Google DeepMind announced on Thursday the release of Gemma 4, the latest generation of its open large language models (LLMs) that break from the restrictive licensing of previous versions.

Google released the new family under the Apache 2.0 license, officially moving the project from “open weights” to “open source” artificial intelligence (AI) models.

While Google’s flagship Gemini remains a closed, subscription-based service, Gemma 4 utilizes the same core research and technology.

In adopting the Apache 2.0 standard, Google now grants developers freedom to use, modify, and redistribute the models for personal or commercial gain without royalties. The shift addresses long-standing critiques from the developer community regarding Google’s previous “permissive but controlled” terms.

The release is structured into four distinct models designed to scale from pocket-sized hardware to massive data centers.

Heavyweight models 31B (Dense) and 26B (Mixture of Experts) are built for high-end servers equipped with NVIDIA H100 GPUs. Despite their smaller footprint compared to industry giants, these models currently hold the third and sixth spots on the Arena AI leaderboard, reportedly outperforming models 20 times their size.

Lightweight models E2B (2-billion) and E4B (4-billion) target edge devices like smartphones, Raspberry Pis, and IoT sensors.

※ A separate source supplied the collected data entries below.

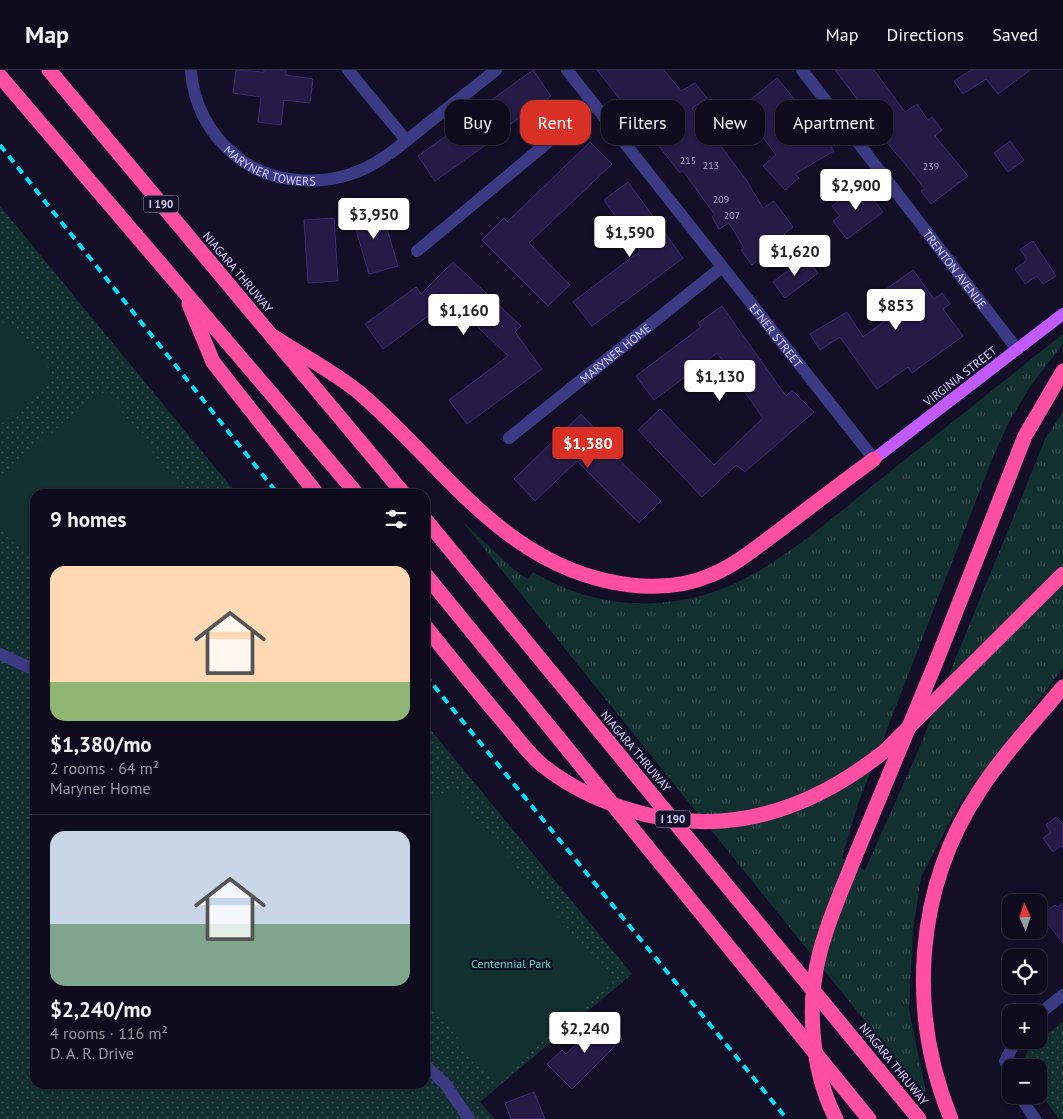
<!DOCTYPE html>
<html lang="en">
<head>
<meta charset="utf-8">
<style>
  body { margin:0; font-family:"PT Sans",sans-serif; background:#1c1929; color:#f1f3f6; height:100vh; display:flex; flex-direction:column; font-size:19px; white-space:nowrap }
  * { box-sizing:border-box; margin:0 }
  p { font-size:16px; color:#9b9ba3 }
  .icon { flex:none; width:28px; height:28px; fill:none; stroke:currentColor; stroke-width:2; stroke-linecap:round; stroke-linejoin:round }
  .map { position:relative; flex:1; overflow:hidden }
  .panel { position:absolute; left:30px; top:419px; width:400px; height:600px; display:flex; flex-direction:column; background:#0e0b1c; border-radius:15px; box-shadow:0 1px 4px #0004,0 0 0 1px #2e2b3b }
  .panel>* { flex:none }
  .hud { position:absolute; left:445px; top:30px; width:475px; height:45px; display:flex; gap:10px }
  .needle { width:32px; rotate:357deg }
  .controls { position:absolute; left:1002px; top:824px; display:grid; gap:10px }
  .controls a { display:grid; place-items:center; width:45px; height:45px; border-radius:10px; background:#0e0b1c; box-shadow:0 1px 4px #0004,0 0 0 1px #2e2b3b; font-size:25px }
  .price { position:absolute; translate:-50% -42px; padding:0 11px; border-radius:5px; background:#fff; color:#222; font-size:16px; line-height:32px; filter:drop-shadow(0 1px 2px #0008) }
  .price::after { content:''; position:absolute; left:50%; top:30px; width:15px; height:11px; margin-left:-8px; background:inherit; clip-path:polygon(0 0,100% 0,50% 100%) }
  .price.on { background:#d93025; color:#fff }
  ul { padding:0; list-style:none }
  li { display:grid; align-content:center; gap:10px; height:265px; padding:0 20px }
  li+li { border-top:1px solid #2e2b3b }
  li span { display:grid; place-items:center; height:155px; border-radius:15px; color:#555 }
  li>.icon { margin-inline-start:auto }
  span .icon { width:90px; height:90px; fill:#fffc; stroke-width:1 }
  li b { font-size:21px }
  h2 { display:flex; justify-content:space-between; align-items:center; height:60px; padding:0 20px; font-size:21px }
  .pill { padding:0 18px; border-radius:15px; background:#0e0b1c; box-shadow:0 1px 4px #0004,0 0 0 1px #2e2b3b; font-size:18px; line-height:45px }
  .pill.on { background:#d93025; color:#fff }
  header { display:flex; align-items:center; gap:30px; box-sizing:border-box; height:70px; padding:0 25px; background:#0e0b1c; border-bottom:1px solid #2e2b3b }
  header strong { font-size:24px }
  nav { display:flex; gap:28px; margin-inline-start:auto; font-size:18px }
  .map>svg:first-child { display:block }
</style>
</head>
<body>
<header>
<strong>Map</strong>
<nav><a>Map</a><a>Directions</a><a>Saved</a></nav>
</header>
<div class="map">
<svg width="1063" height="1049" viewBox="0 0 1063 1049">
  <defs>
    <pattern id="grass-tufts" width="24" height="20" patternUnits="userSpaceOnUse" patternTransform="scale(1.25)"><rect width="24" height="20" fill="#12302f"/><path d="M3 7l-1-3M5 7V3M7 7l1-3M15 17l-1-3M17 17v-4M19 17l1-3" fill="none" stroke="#344d4e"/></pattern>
    <pattern id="park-dots" width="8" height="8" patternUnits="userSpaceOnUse" patternTransform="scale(1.25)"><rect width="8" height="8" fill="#12302f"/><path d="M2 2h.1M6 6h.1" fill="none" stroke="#344d4e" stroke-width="1.8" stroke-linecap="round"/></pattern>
  </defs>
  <rect width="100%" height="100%" fill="#130f26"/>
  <path fill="url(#grass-tufts)" d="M1063,264V274L1030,317L1009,352L993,387L858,734L842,788L865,800L915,688L1046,367L1063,342V598L960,733L921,807L913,861L909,939L927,1028L462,451L511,497L528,509L533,502C586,534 647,542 707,524C768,506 827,452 877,412C939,363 1001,313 1063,264Z"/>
  <g fill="url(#park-dots)">
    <polygon points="0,136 237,424 35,424 35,1014 425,1014 425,653 632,904 480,1032 495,1049 0,1049"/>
    <polygon points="1063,952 1063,1049 1059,1049 1039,1022 1039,998 1020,997 1030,977"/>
  </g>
  <g fill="#12302f">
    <polygon points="0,250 32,275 54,306 0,355"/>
    <polygon points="95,324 110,326 184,424 35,424 35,486 14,473 0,460 0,410"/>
    <polygon points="450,717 613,913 494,1012 425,929 425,738"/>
  </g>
  <g fill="#241b47" stroke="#3b2d73">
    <polygon points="236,0 264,2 264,0 286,0 286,5 313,9 310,33 284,30 281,55 258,52 261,27 233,23"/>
    <polygon points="533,0 551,26 485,72 487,74 435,111 418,86 484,39 482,37"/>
    <polygon points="597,0 664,0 681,21 695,13 707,28 692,38 747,111 763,138 774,131 793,157 784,164 787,168 752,195 741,180 744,178 729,153 719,159 712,147 715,145 683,101 680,103 654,70 658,67 643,41 634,47"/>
    <polygon points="835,0 874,0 905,42 917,34 928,50 932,47 942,60 935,66 968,106 931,134 921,121 925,119 902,90 877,61 874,63 854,33 858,30"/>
    <polygon points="971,0 1030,0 998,24 986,9 963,24 954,11"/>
    <polygon points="777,8 808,46 810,45 834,81 795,104 799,108 785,120 763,96 776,85 754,55 762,49 748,32"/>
    <polygon points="1010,71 1024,90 1008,102 994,83"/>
    <polygon points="590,72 612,94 529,173 570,215 548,236 482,170 504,148 507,152"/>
    <polygon points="628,112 683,188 592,256 573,232 640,181 604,130"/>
    <polygon points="861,114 883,142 847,169 833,151 840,146 832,136"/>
    <polygon points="380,135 398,196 369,204 351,143"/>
    <polygon points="334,148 338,211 308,213 304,150"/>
    <polygon points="1033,171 1056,206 1043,214 1037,206 1025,214 1015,199 1027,190 1020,179"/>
    <polygon points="806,187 818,203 785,228 773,212"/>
    <polygon points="453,192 521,256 515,262 542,299 467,354 449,330 508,286 450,230 383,279 365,254 416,217 421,224"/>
    <polygon points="913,200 934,229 942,223 950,234 943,239 963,266 912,303 908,297 877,319 840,267 820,280 810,264 847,242 863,267 886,250 872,229"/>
    <polygon points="722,236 786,326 792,320 814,342 745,402 736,395 702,427 638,360 660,339 714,395 763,348 717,283 654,330 636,306 701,257 698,253"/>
    <polygon points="581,344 602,366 599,370 661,431 639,453 577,391 535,431 514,409"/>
    <polygon points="1056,747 1063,754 1063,778 1061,776 1053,782 1043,768 1051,762 1046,755"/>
    <polygon points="1063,833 1063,873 1041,845 1055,835 1057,837"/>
    <polygon points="602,949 622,969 572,1019 547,994 562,980 566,984"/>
    <polygon points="534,1022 545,1049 511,1049 505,1033"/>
  </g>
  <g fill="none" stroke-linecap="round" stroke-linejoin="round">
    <g stroke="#3d3a85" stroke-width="12">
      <path id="s1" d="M191,0C193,34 209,64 235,85C272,117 333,118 375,93C391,84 406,71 421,59C446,39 471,20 496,0"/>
      <polyline points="348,0 406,70"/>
      <path id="s2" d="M567,0L874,389"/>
      <path id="s3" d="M802,0L1017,279"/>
      <polyline points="417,181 594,34"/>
      <path id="s4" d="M509,368L722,197"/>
      <polyline points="0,584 35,600"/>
      <polyline points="1039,944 1063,925"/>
      <polyline points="425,995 446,1015 469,1049"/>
      <polyline points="1011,1005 1005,991 1016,970"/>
      <polyline points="1019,1025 1035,1049"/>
    </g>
    <polyline stroke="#c25bff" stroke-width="12" points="874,389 1063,244"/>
    <g stroke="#ff4fa3" stroke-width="15">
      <polyline points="49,0 404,424"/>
      <polyline points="0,6 357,424"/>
      <polyline points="189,234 213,292 317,424"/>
      <path d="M274,267C301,285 338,304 362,325C447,399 507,500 630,515C657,518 686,516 711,505C736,495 758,476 780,460C811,436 842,413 874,389"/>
      <polyline points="425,449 919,1049"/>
      <polyline points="425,504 869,1049"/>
      <polyline points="854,789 936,592 1025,366 1063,301"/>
      <path d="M951,1049C907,941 915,818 980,720C1004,683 1036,650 1063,617"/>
    </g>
    <g stroke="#00e5ff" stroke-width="4" stroke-dasharray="8 6" stroke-linecap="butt">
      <polyline points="0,75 278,424"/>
      <polyline points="425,605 787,1049"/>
    </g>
    <g stroke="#ff4fa3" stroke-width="15">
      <path d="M425,556C452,590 479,623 507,656C518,669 529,684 542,695C567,715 595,729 626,739C723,770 809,742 886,680L1063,504"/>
      <path d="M836,1049C811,1000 806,934 820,882C828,850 842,820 854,789"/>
    </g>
  </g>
  <g text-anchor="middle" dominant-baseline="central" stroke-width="4.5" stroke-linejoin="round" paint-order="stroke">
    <g font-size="10" fill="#aca6d1">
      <text x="688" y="90">215</text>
      <text x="711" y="95">213</text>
      <text x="931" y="96">239</text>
      <text x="721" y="129">209</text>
      <text x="732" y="145">207</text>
    </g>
    <g fill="#130f26" stroke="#9e99be" stroke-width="1">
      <rect x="143.5" y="125.5" width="35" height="17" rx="4"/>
      <rect x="655.5" y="740.5" width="35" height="17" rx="4"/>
    </g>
    <g font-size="11" font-weight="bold" fill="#d9d4ff">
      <text x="161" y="134">I 190</text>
      <text x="673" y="749">I 190</text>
    </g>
    <g font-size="12" fill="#d9d4ff" stroke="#130f26">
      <text stroke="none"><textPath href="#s1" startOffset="136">MARYNER TOWERS</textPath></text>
      <text stroke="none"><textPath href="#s3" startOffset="251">TRENTON AVENUE</textPath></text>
      <text transform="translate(238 202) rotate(50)">NIAGARA THRUWAY</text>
      <text stroke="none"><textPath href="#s2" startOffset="338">EFNER STREET</textPath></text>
      <text stroke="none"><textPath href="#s4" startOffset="136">MARYNER HOME</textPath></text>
      <text transform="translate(960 306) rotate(-38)">VIRGINIA STREET</text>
      <text transform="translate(636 681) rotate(50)">NIAGARA THRUWAY</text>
      <text transform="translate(894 994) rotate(51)">NIAGARA THRUWAY</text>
    </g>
    <g font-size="12" fill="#5fe0c0" stroke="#130f26">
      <text x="511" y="893">Centennial Park</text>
    </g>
  </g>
</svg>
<div class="controls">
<a><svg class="needle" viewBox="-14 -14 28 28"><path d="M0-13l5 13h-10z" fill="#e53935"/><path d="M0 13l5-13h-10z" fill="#9b9ba3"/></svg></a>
<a><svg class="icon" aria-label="locate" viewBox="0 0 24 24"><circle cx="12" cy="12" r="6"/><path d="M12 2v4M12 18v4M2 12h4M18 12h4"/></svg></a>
<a>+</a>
<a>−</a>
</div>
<b class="price" style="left:856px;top:141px">$2,900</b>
<b class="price" style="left:374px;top:170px">$3,950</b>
<b class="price" style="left:630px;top:188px">$1,590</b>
<b class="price" style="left:795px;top:207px">$1,620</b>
<b class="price" style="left:896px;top:261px">$853</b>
<b class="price" style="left:464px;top:266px">$1,160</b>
<b class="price" style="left:720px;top:332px">$1,130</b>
<b class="price on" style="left:588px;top:399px">$1,380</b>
<b class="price" style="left:585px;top:984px">$2,240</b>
<div class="hud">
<a class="pill">Buy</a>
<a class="pill on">Rent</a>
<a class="pill">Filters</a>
<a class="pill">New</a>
<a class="pill">Apartment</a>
</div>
<section class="panel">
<h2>9 homes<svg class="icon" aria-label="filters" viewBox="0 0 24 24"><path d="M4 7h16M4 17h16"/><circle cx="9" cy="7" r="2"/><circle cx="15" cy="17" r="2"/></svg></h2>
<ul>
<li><span style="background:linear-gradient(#ffd9b3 75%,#8fb573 0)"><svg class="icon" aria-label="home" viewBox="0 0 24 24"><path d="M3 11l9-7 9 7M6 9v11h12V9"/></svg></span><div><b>$1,380/mo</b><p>2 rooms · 64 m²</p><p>Maryner Home</p></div></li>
<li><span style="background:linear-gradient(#c9d6e8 60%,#7fa58c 0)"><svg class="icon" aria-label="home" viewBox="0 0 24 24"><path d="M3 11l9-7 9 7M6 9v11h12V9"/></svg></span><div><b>$2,240/mo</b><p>4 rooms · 116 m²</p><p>D. A. R. Drive</p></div></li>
</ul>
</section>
</div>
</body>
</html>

These versions are optimized for near-zero latency and can operate entirely offline.

“This provides a foundation for complete developer flexibility and digital sovereignty,” Google DeepMind leadership said in a statement, noting that offline capabilities are critical for industries like healthcare, where data confidentiality and regulatory restrictions often prohibit cloud-based AI processing.

Gemma 4 is not merely a text processor. All four models are natively multimodal, capable of processing video and images for tasks like optical character recognition (OCR) and complex chart analysis. The smaller edge models (E2B and E4B) go a step further by including native audio input for speech recognition.

Additional technical leaps include:

Massive context windows: The larger models support up to a 256K context window, allowing users to process entire code repositories or massive documents in a single prompt.

Agentic workflows: The models can now deploy autonomous agents to interact with APIs and execute multi-step logic.

Linguistic breadth: Trained in over 140 languages, the model’s training data likely even includes enough web-scraped data to handle rudimentary translation for niche languages like Klingon.

Since the original Gemma launch in February 2024, the models have been downloaded more than 400 million and inspired more than 100,000 variants.

By removing the leash of proprietary licensing, Google expects adoption to accelerate as companies begin bundling these AI engines directly into consumer hardware and local enterprise software.

Gemma 4 model weights are available for immediate download via Hugging Face, Kaggle, and Ollama.